### Task item
Every line from the beginning of the data through the line containing "Serialize what can" should be reproduced exactly, and no further lines should be output.

Content starts

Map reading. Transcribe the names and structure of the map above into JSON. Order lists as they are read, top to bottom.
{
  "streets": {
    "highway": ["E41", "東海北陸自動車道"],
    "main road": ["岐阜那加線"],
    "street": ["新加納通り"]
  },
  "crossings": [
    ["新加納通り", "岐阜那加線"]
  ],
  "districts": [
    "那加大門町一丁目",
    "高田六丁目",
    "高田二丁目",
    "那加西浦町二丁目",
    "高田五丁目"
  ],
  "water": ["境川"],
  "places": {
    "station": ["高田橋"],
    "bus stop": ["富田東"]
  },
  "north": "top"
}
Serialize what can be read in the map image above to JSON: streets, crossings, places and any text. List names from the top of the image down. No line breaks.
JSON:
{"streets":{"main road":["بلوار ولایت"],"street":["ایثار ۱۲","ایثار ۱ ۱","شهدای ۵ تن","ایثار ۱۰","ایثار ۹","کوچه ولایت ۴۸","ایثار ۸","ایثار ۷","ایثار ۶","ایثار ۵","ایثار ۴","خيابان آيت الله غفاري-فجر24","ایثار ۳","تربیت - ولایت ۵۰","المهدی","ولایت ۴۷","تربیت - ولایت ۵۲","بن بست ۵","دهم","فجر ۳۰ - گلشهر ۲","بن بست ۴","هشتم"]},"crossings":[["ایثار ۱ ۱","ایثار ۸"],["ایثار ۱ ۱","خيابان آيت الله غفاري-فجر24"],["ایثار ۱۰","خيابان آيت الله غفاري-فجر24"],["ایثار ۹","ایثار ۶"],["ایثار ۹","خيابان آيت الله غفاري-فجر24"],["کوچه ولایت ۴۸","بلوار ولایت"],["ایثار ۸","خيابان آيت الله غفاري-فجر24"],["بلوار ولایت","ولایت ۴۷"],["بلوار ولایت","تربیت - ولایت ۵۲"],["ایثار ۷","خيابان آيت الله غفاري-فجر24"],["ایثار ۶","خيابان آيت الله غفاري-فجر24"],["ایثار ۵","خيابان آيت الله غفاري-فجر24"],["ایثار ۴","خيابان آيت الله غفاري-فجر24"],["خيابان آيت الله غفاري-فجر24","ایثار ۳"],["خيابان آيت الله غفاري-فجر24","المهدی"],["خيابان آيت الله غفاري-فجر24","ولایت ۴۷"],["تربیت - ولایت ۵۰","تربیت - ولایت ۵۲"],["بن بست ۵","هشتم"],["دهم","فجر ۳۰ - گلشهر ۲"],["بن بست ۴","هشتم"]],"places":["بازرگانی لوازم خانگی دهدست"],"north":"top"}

Content ends

### Task output
Map reading. Transcribe the names and structure of the map above into JSON. Order lists as they are read, top to bottom.
{
  "streets": {
    "highway": ["E41", "東海北陸自動車道"],
    "main road": ["岐阜那加線"],
    "street": ["新加納通り"]
  },
  "crossings": [
    ["新加納通り", "岐阜那加線"]
  ],
  "districts": [
    "那加大門町一丁目",
    "高田六丁目",
    "高田二丁目",
    "那加西浦町二丁目",
    "高田五丁目"
  ],
  "water": ["境川"],
  "places": {
    "station": ["高田橋"],
    "bus stop": ["富田東"]
  },
  "north": "top"
}
Serialize what can be read in the map image above to JSON: streets, crossings, places and any text. List names from the top of the image down. No line breaks.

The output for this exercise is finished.